SafeAsteraceae

Feverfew

Tanacetum parthenium

For the pain behind the eyes. For the things that keep returning.

Overview

Feverfew is a small, cheerful-looking plant with daisy flowers and a smell that is anything but cheerful — sharp, bitter, and insistent, the kind of smell that clears a head or turns a stomach depending on the person. It was grown in cottage gardens as a ward against illness and planted near beehives on the belief that bees disliked it enough to stay close to home. In the twentieth century it attracted clinical attention as a preventive for migraine — not a treatment once the pain has started, but a daily supplement that reduces the frequency and severity of attacks. The research has been consistent enough that it appears in mainstream medical guidance alongside the caveat that you must not stop taking it abruptly, or the headaches will return worse than before. The plant that keeps its hold on you even when you try to leave it.

Botanical Notes

A bushy, aromatic perennial reaching 25–60cm with pale yellow-green, pinnately lobed leaves and numerous small daisy-like flower heads — white ray florets surrounding a yellow disc — from June to September. Strongly and unpleasantly aromatic when the leaves are bruised. Self-seeds freely; common in gardens, walls, roadsides, and disturbed ground throughout Europe and North America. The active constituents are sesquiterpene lactones, primarily parthenolide, which inhibit platelet aggregation and prostaglandin synthesis — the proposed mechanism for its antimigraine effect.

Lore & History

The name feverfew is a corruption of febrifuge — fever-disperser — which tells you what it was originally used for before migraines became its primary reputation. In the seventeenth century, Nicholas Culpeper assigned it to Venus and recommended it for headache, dizziness, and disorders of the womb. It was hung in doorways to ward off disease and moths. In the 1970s, a Welsh doctor's wife began eating fresh feverfew leaves daily for her migraines on the recommendation of a coal miner who swore by it, her improvement was dramatic enough to prompt a clinical trial. The subsequent trials were positive.
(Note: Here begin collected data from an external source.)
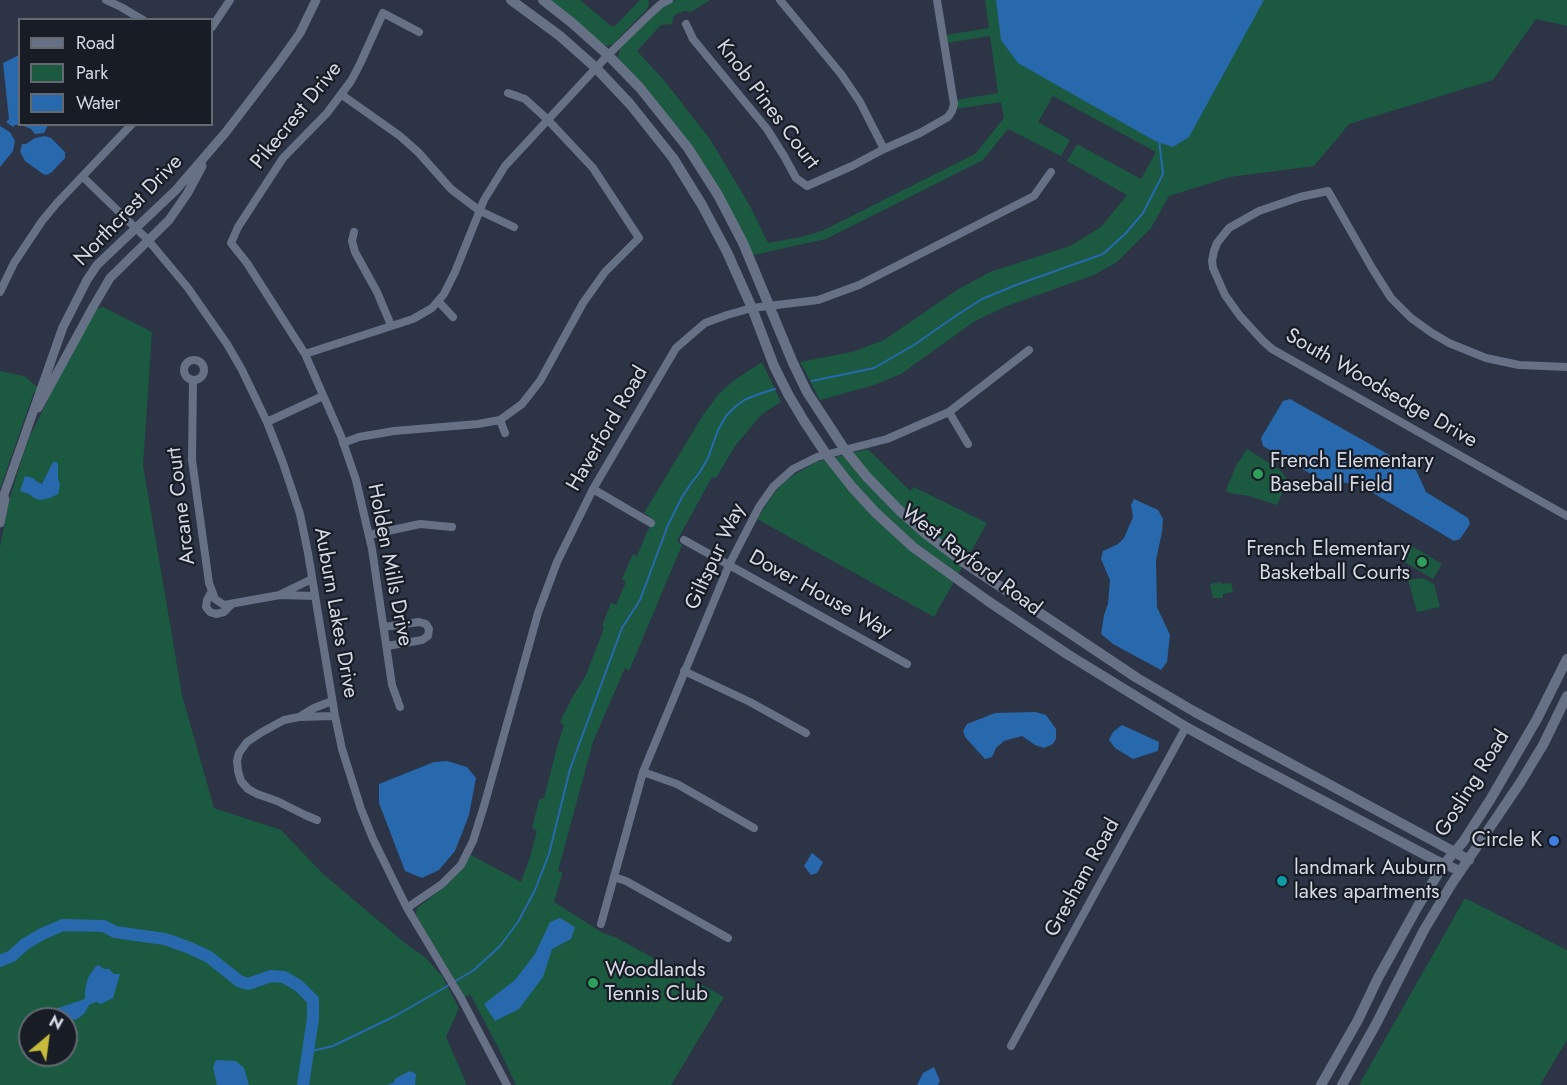 <!DOCTYPE html>
<html>
<head>
<meta charset="utf-8">
<style>
	body { margin:0 }
	#map { position:relative; width:1567px; height:1085px; overflow:hidden; background:#2c3446; font-family:Jost,sans-serif }
	canvas { display:block }
	.legend { position:absolute; left:18px; top:18px; width:195px; height:108px; box-sizing:border-box; background:#181c24; border:2px solid #636871; margin:0; padding:8px 10px; list-style:none; font-size:18px; color:#d4d9e5 }
	.legend li { display:flex; align-items:center; gap:12px; height:30px }
	.legend b { width:30px; border:2px solid #636871 }
	.north { position:absolute; left:18px; top:1007px; width:60px; height:60px; box-sizing:border-box; background:#181c24; border:2px solid #636871; border-radius:50%; rotate:29deg; font-size:16px; font-weight:700; line-height:24px; text-align:center; color:#d4d9e5 }
	.north::after { content:''; display:block; margin:auto; width:21px; height:27px; background:#c7bb3b; clip-path:polygon(50% 0,100% 100%,50% 72%,0 100%) }
</style>
</head>
<body>
<div id="map">
<canvas width="1567" height="1085"></canvas>
<ul class="legend">
<li><b style="height:8px;background:#677185"></b>Road</li>
<li><b style="height:16px;background:#1c5941"></b>Park</li>
<li><b style="height:16px;background:#2869ad"></b>Water</li>
</ul>
<div class="north">N</div>
</div>
<script>
const context = document.querySelector('canvas').getContext('2d');
context.lineJoin = 'round';
function fill(path, color) { context.fillStyle = color; context.fill(path, 'evenodd'); }
const poly = rows => new Path2D(rows.map(r => 'M' + r).join(''));
function strokePath(path, color, width, dash) { context.strokeStyle = color; context.lineWidth = width; context.lineCap = dash ? 'butt' : 'round'; context.setLineDash(dash || []); context.stroke(path); }
function label(font, color, halo, rows, align = 'center') {
  context.font = font + ' Jost,sans-serif'; context.lineWidth = 4.5; context.setLineDash([]); context.textBaseline = 'middle'; context.strokeStyle = halo; context.fillStyle = color; for (const [text, x, y, turn = 0] of rows) {
    context.save(); context.translate(x, y); context.rotate((+turn || 0) * Math.PI / 180); context.textAlign = isNaN(turn) ? turn : align; if (halo) context.strokeText(text, 0, 0); context.fillText(text, 0, 0); context.restore();
  }
}
const green = poly([
	[550,0,580,0,611,26,615,26,640,0,648,0,649,3,648,8,613,44,608,46,603,45],
	[676,0,710,0,691,12,685,11,676,14,673,18,672,24,661,25,637,51,663,79,710,139,750,206,768,243,801,237,822,231,975,154,1004,118,1001,102,956,109,956,100,998,93,990,36,947,43,946,35,989,28,985,0,1567,0,1567,26,1536,19,1493,80,1349,124,1314,166,1230,177,1169,196,1151,228,1117,262,1094,275,1007,306,975,321,901,374,874,385,820,400,800,362,852,352,884,340,957,290,990,272,1070,246,1101,227,1127,195,1067,161,1077,144,1141,179,1156,152,1053,96,1038,122,1070,140,1061,156,1008,129,983,160,826,239,753,255,732,213,618,57,620,49,653,16,663,7],
	[103,307,152,332,143,465,182,695,214,808,281,830,323,874,405,943,426,958,442,976,459,1008,446,1037,467,1085,0,1085,0,547,9,501,22,458,29,438,49,398,34,392,0,489,0,371,24,376,36,386,52,392,95,309],
	[30,1019,66,1019,66,1055,30,1055],
	[762,362,781,402,762,414,735,446,716,478,712,477,677,541,682,545,629,671,625,668,593,742,558,871,562,872,562,875,554,902,603,933,617,938,724,997,671,1085,516,1085,499,1049,470,994,465,997,416,915,417,908,449,883,458,873,471,855,521,882,530,857,537,831,532,828,539,800,544,798,556,751,564,725,560,722,572,698,586,675,604,628,602,626,611,603,616,605,626,582,622,579,633,554,637,556,647,532,654,520,644,513,703,415,718,395,733,381],
	[868,449,910,491,914,487,987,523,934,617,757,519,774,493,784,482,797,473,816,462],
	[1247,449,1279,469,1288,480,1277,505,1249,496,1229,493,1226,490,1236,466],
	[1412,546,1442,564,1433,579,1403,561],
	[1422,578,1434,584,1440,607,1417,612,1408,580],
	[1220,582,1222,584,1231,583,1233,592,1223,594,1223,598,1213,598,1210,584],
	[1465,898,1567,950,1567,1040,1540,1085,1359,1085]
]);
const water = poly([
	[996,0,1264,0,1189,137,1173,147,1155,141,1018,63,1001,40],
	[19,55,20,124,48,125,44,133,35,134,31,129,21,125,15,125,13,127,6,122,9,119,3,63],
	[0,126,10,132,15,141,13,151,0,167],
	[45,136,51,138,65,152,65,158,52,172,47,175,43,174,25,161,20,152,22,144,26,144,35,138],
	[1290,399,1416,470,1426,492,1468,518,1470,524,1460,539,1454,541,1358,484,1323,481,1263,446,1261,438,1283,401],
	[53,462,57,462,58,465,58,479,60,485,58,494,50,498,40,500,34,498,29,494,20,491,25,476,33,478,37,482,42,484],
	[1134,499,1158,510,1163,519,1162,532,1156,560,1157,607,1170,635,1167,662,1161,670,1113,644,1101,634,1104,615,1108,604,1110,580,1101,559,1103,551,1118,544,1124,538,1133,517,1131,505],
	[1035,712,1046,715,1056,729,1056,739,1053,744,1044,748,1035,745,1022,736,1004,741,996,748,992,757,985,759,965,737,963,731,967,724,995,713],
	[1122,725,1159,742,1158,751,1133,759,1115,748,1109,740,1113,732],
	[447,761,467,767,476,778,469,815,455,851,439,870,422,878,405,871,379,803,379,784,434,762],
	[812,853,823,862,817,873,811,875,804,866],
	[560,918,575,927,571,939,552,949,543,977,519,1009,495,1021,484,1004,515,980,535,954,550,922],
	[98,965,104,969,109,969,114,974,120,974,113,998,101,1004,96,1002,89,1005,84,1014,77,1019,66,1022,66,1019,41,1019,58,1008,85,999,85,990,88,978,95,967],
	[216,1060,236,1061,244,1068,249,1085,217,1085,213,1067],
	[934,1067,940,1081,938,1085,917,1085,923,1073],
	[410,1071,416,1074,415,1085,387,1085,393,1083,396,1078]
]);
const stream = poly([
	[812,381,874,368,914,345,957,315,982,299,1016,285,1103,254,1125,234,1143,213,1163,174,1159,140],
	[454,982,474,970,500,946,518,922,535,890,549,854,570,769,622,628,640,600,668,525,682,497,692,482,700,472,708,458,718,430,726,416,736,406,746,399,762,393,775,389],
	[308,1052,333,1046,397,1015,449,985]
]);
const river = poly([
	[0,961,12,956,25,944,42,934,63,925,104,926,115,932,165,939,190,948,209,957,239,981,248,984,271,976,284,977,299,986,313,1000,313,1018,303,1085]
]);
const minor = poly([
	[106,0,121,7,143,20],
	[780,0,841,74,860,102,884,149],
	[686,24,693,39,767,129,784,156,796,178,807,186,852,166,884,149,920,133,948,117,952,111,954,104,937,0],
	[212,27,230,0],
	[342,95,400,136,418,152,451,189,468,202,480,211,514,227],
	[83,177,148,240,188,288,227,344,242,370,267,422,283,463,300,514,308,553,335,716,342,749,361,809,373,839,407,908,461,998,507,1085],
	[354,232,352,241,355,252,377,292,391,325],
	[0,292,14,263,42,221,57,203,132,124],
	[438,301,453,317],
	[305,354,413,319,432,308,444,294,455,272,484,200,505,166,608,55,650,14,661,4,669,0],
	'184 370a10 10 0 1 1 20 0a10 10 0 1 1-20 0Z',
	[1567,367,1519,365,1486,358,1449,343,1432,333,1411,318,1391,298,1372,268,1328,191,1300,197,1259,211,1229,228,1217,243,1214,251,1212,261,1213,268,1225,295,1240,316,1263,341,1272,349,1567,516],
	[193,380,192,460,209,583,215,599,224,605,280,595,315,596],
	[949,412,968,444],
	[500,420,505,433],
	[267,422,323,396],
	[343,443,359,437,394,431,478,424,500,420,522,404,540,381,583,303,605,272,639,238,593,168,547,119,525,99,508,93],
	[593,489,651,523],
	[369,535,420,524,452,527],
	[684,540,907,664],
	[212,591,207,600,206,607,210,612,216,614,224,612,232,604],
	[281,594,312,579],
	[384,627,419,622,426,624,429,629,428,636,422,640,387,646],
	[684,671,750,702,806,733],
	[400,707,392,685,372,549,356,480,341,436,305,354,247,263,231,243,238,227,283,158,327,113,351,81,360,64,383,13,419,32],
	[301,716,314,708,332,701],
	[643,772,677,784,754,828],
	[317,820,305,815,277,801,257,794,248,789,241,781,238,771,237,761,239,753,247,742,262,732,284,720,299,717,335,716],
	[614,877,626,881,728,938],
	[407,908,442,884,461,865,473,841,484,806,538,613,557,562,593,489,676,348,705,323,727,315,752,308,818,300,859,285,1034,196,1051,172],
	[601,924,643,772,729,565,759,507,773,487,793,469,817,457,887,439,949,412,1029,350],
	[1011,1046,1186,727]
]);
const tertiary = poly([
	[38,408,93,307,110,278,169,220,187,194,202,166],
	[0,506,63,327,87,280,97,265,176,190,226,132,278,64,300,33,316,0],
	[0,523,5,499]
]);
const secondary = poly([
	[511,0,560,36,596,68,630,104,673,158,702,205,727,252,752,308,774,366,788,394,804,421,826,454,852,487,875,512,913,547,988,601,1067,654,1186,727,1244,759,1435,860,1460,871],
	[543,0,571,22,608,55,640,88,688,148,718,195,743,243,793,363,807,392,845,450,867,477,899,510,926,534,962,561,1137,678,1195,712,1469,860],
	[1321,1085,1358,1020,1378,978,1418,906,1444,864,1463,842,1490,800,1537,719,1567,659],
	[1342,1085,1375,1026,1424,930,1451,885,1520,783,1543,745,1567,696]
]);
const markers = [
	[1258,474,6,"#2e9e5b"],
	[1422,562,6,"#2e9e5b"],
	[1554,841,6,"#3f7fe0"],
	[1282,881,6,"#0f9aa8"],
	[593,983,6,"#2e9e5b"]
];
const streetNames = [
	["Knob Pines Court",767,105,53],
	["Pikecrest Drive",297,116,-51],
	["Northcrest Drive",129,211,-46],
	["South Woodsedge Drive",1381,389,30],
	["Haverford Road",608,429,-60],
	["Arcane Court",182,506,-97],
	["Giltspur Way",716,557,-65],
	["West Rayford Road",971,561,37],
	["Holden Mills Drive",389,565,79],
	["Dover House Way",820,595,29],
	["Auburn Lakes Drive",335,613,80],
	["Gosling Road",1473,784,-58],
	["Gresham Road",1083,878,-61]
];
const poiNames = [
	["French Elementary",1270,462],
	["Baseball Field",1270,486],
	["French Elementary",1410,550,"right"],
	["Basketball Courts",1410,574,"right"],
	["Circle K",1542,841,"right"],
	["landmark Auburn",1294,869],
	["lakes apartments",1294,893],
	["Woodlands",605,971],
	["Tennis Club",605,995]
];
fill(green, '#1c5941');
fill(water, '#2869ad');
strokePath(stream, '#2869ad', 2);
strokePath(river, '#2869ad', 12);
strokePath(minor, '#677185', 8);
strokePath(tertiary, '#677185', 9);
strokePath(secondary, '#677185', 10);
for (const [x, y, r, color] of markers) { const dot = new Path2D(); dot.arc(x, y, r, 0, 2 * Math.PI); context.fillStyle = color; context.fill(dot); strokePath(dot, '#181c24', 2); }
label('21px', '#d4d9e5', '#181c24', streetNames);
label('21px', '#d4d9e5', '#181c24', poiNames, 'left');
</script>
</body>
</html>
One of the more unusual chains of evidence in botanical medicine.

Warnings

Fresh leaves cause mouth ulcers and inflammation of the oral mucosa in some people — start with dried preparations or capsules. Do not stop taking abruptly after long-term use without tapering — rebound headaches are well-documented. Avoid during pregnancy due to uterine-stimulating properties. Those taking anticoagulants should use with caution — parthenolide inhibits platelet aggregation. Allergic reactions possible in those sensitive to Asteraceae.